▶

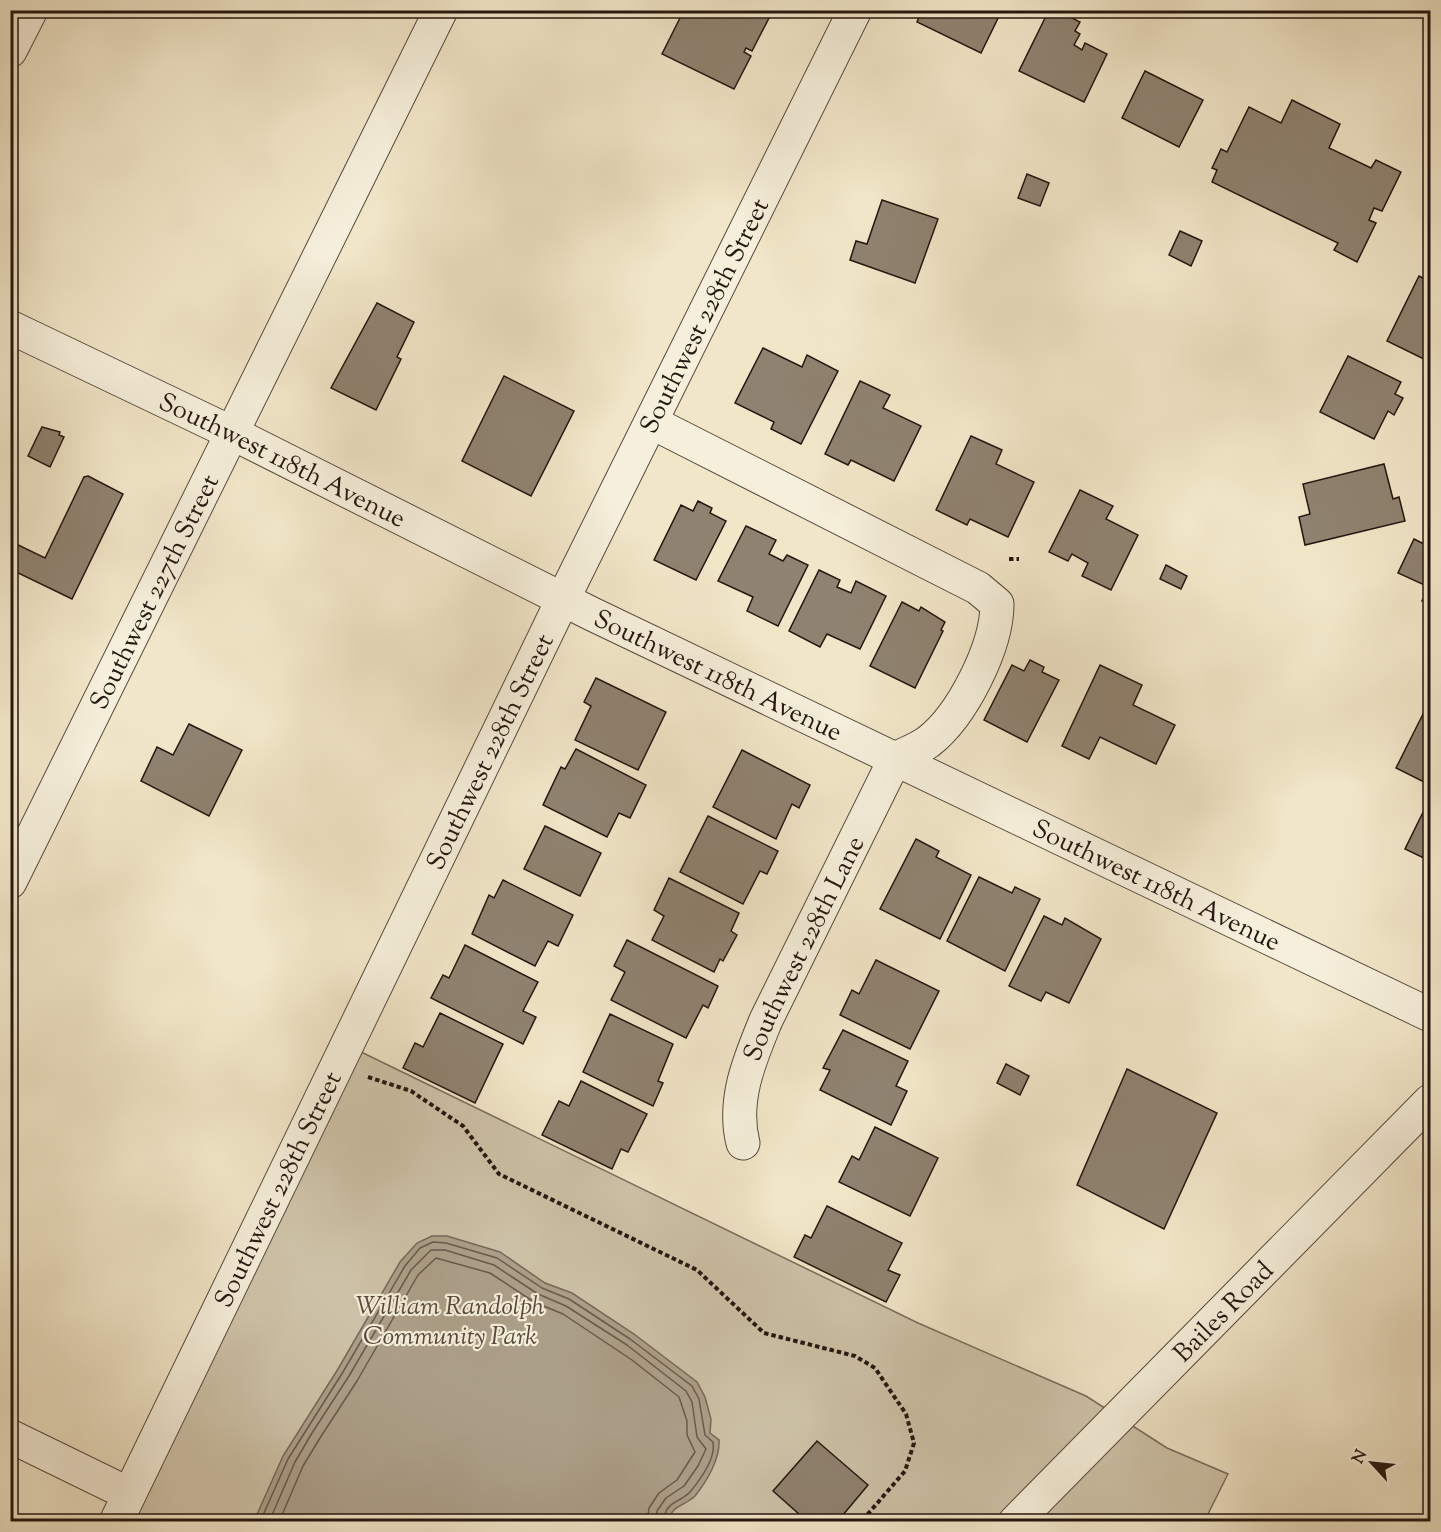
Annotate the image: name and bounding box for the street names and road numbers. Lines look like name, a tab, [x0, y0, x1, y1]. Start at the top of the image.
street label: Southwest 228th Street	[632, 193, 780, 441]
street label: Southwest 118th Avenue	[152, 385, 411, 538]
street label: Southwest 227th Street	[82, 469, 230, 717]
street label: Southwest 118th Avenue	[587, 601, 848, 752]
street label: Southwest 228th Street	[418, 628, 564, 877]
street label: Southwest 118th Avenue	[1025, 811, 1286, 962]
street label: Southwest 228th Lane	[735, 830, 875, 1067]
street label: Southwest 228th Street	[207, 1066, 353, 1314]
street label: Bailes Road	[1166, 1254, 1283, 1372]

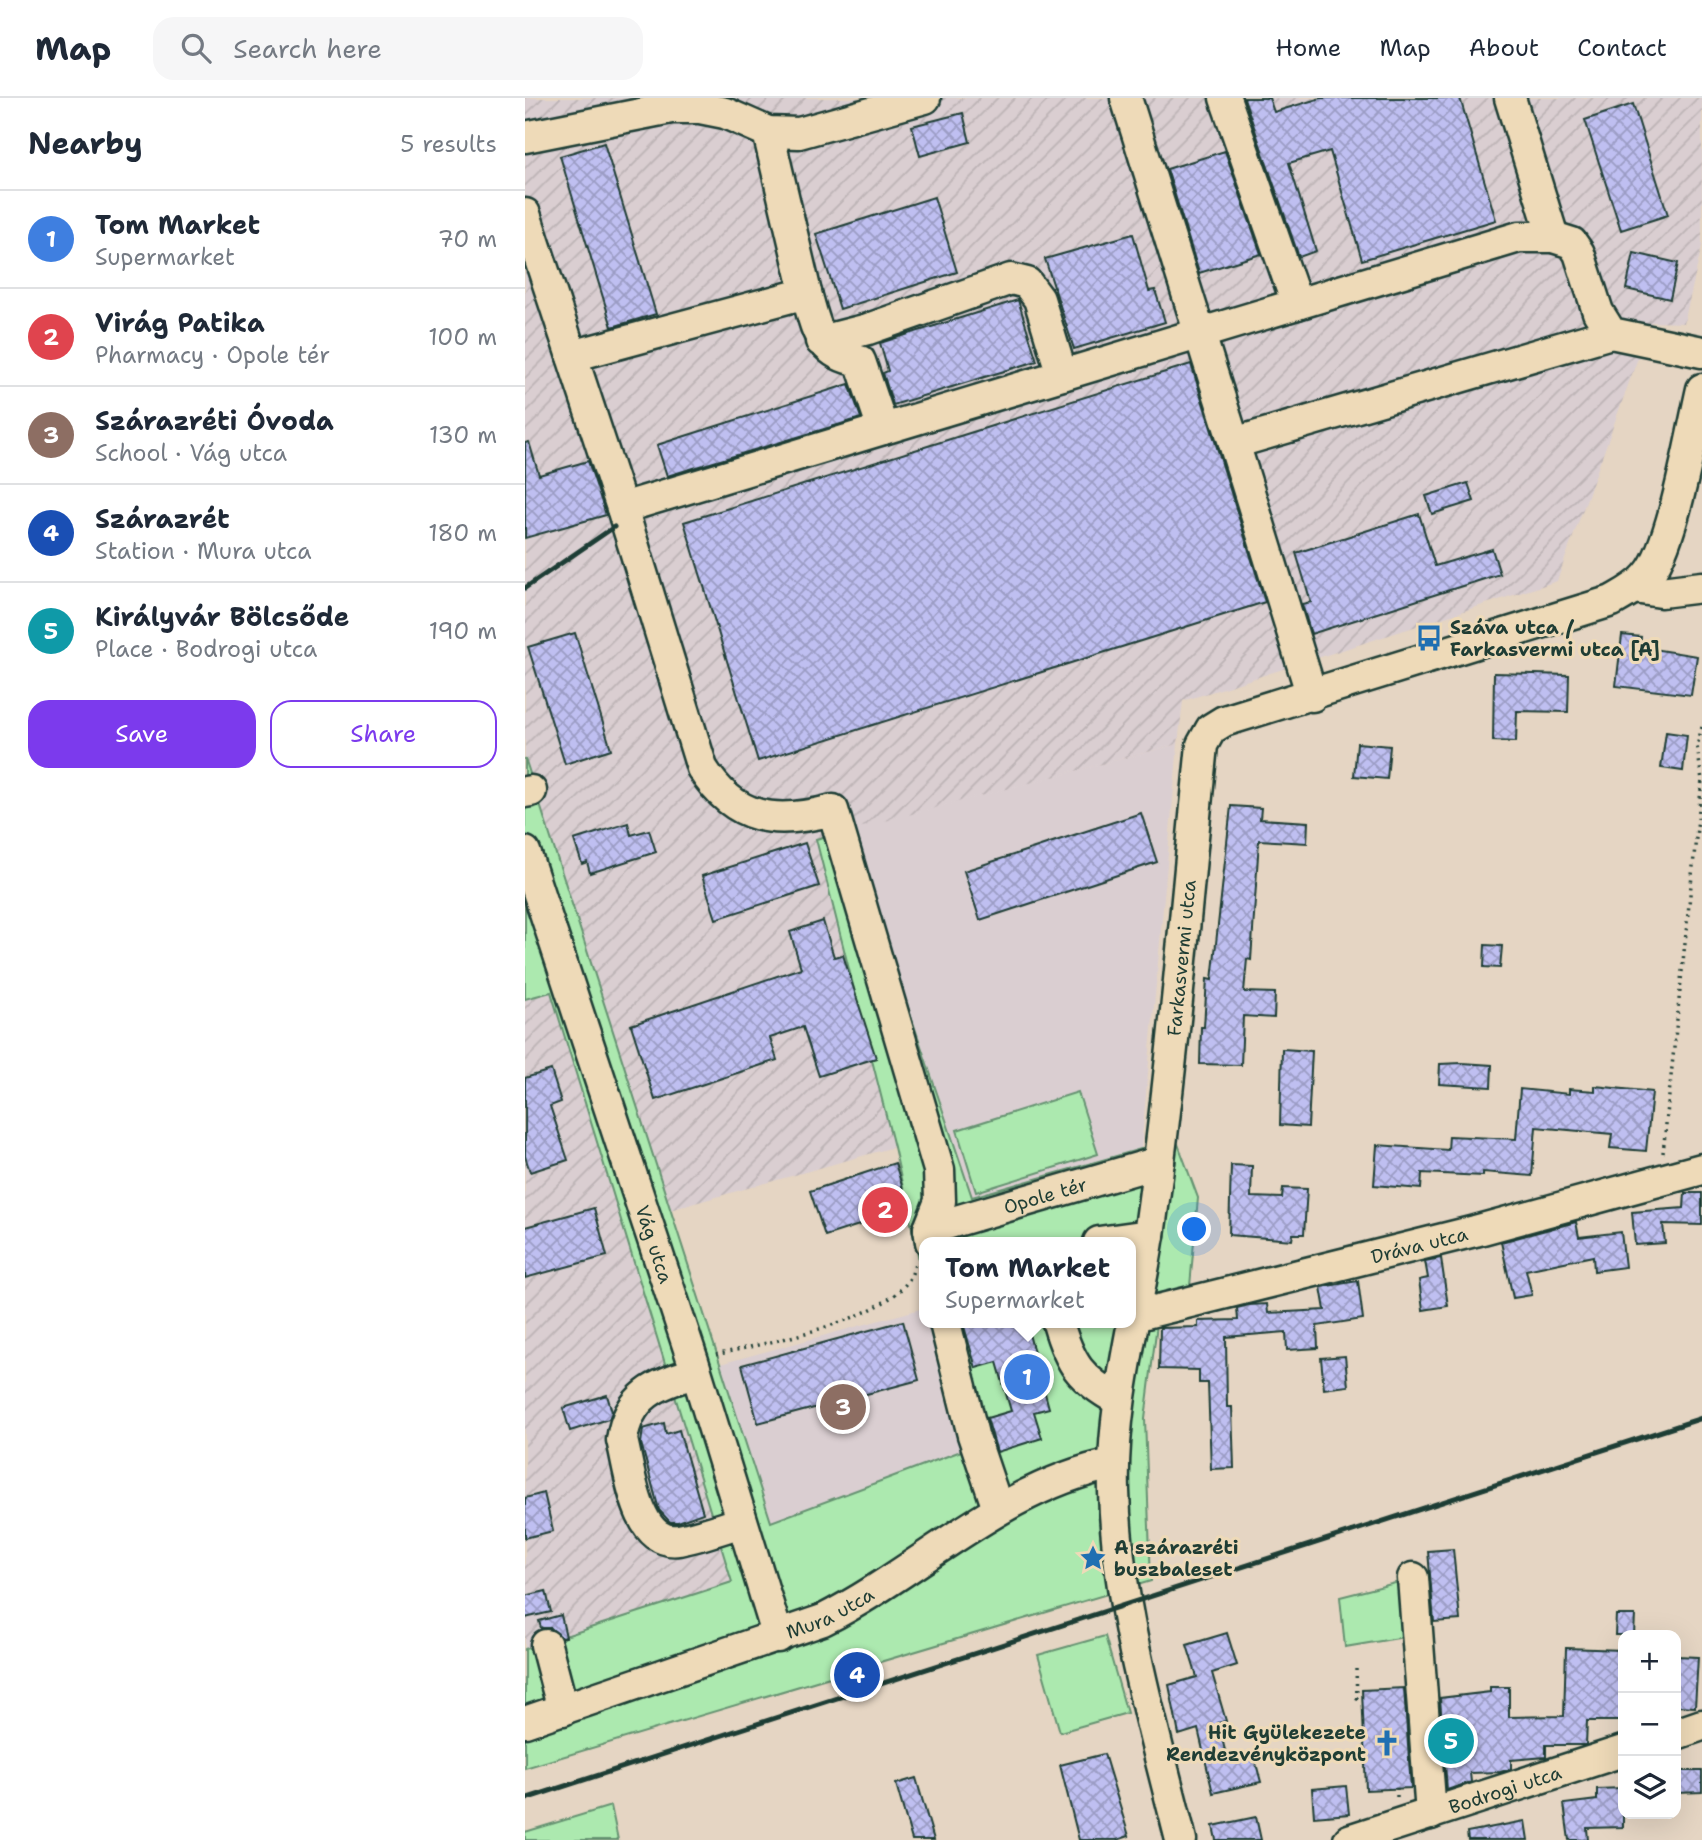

◀

→ **TASK GOAL**
Should a record include a picture, drop the picture and write out the remainder exactly.

→ **SOLUTION FOR THIS TASK**
Annotate the image: name and bounding box for the street names and road numbers. Lines look like name, a tab, [x0, y0, x1, y1]. Start at the top of the image.
street label: Southwest 228th Street	[632, 193, 780, 441]
street label: Southwest 118th Avenue	[152, 385, 411, 538]
street label: Southwest 227th Street	[82, 469, 230, 717]
street label: Southwest 118th Avenue	[587, 601, 848, 752]
street label: Southwest 228th Street	[418, 628, 564, 877]
street label: Southwest 118th Avenue	[1025, 811, 1286, 962]
street label: Southwest 228th Lane	[735, 830, 875, 1067]
street label: Southwest 228th Street	[207, 1066, 353, 1314]
street label: Bailes Road	[1166, 1254, 1283, 1372]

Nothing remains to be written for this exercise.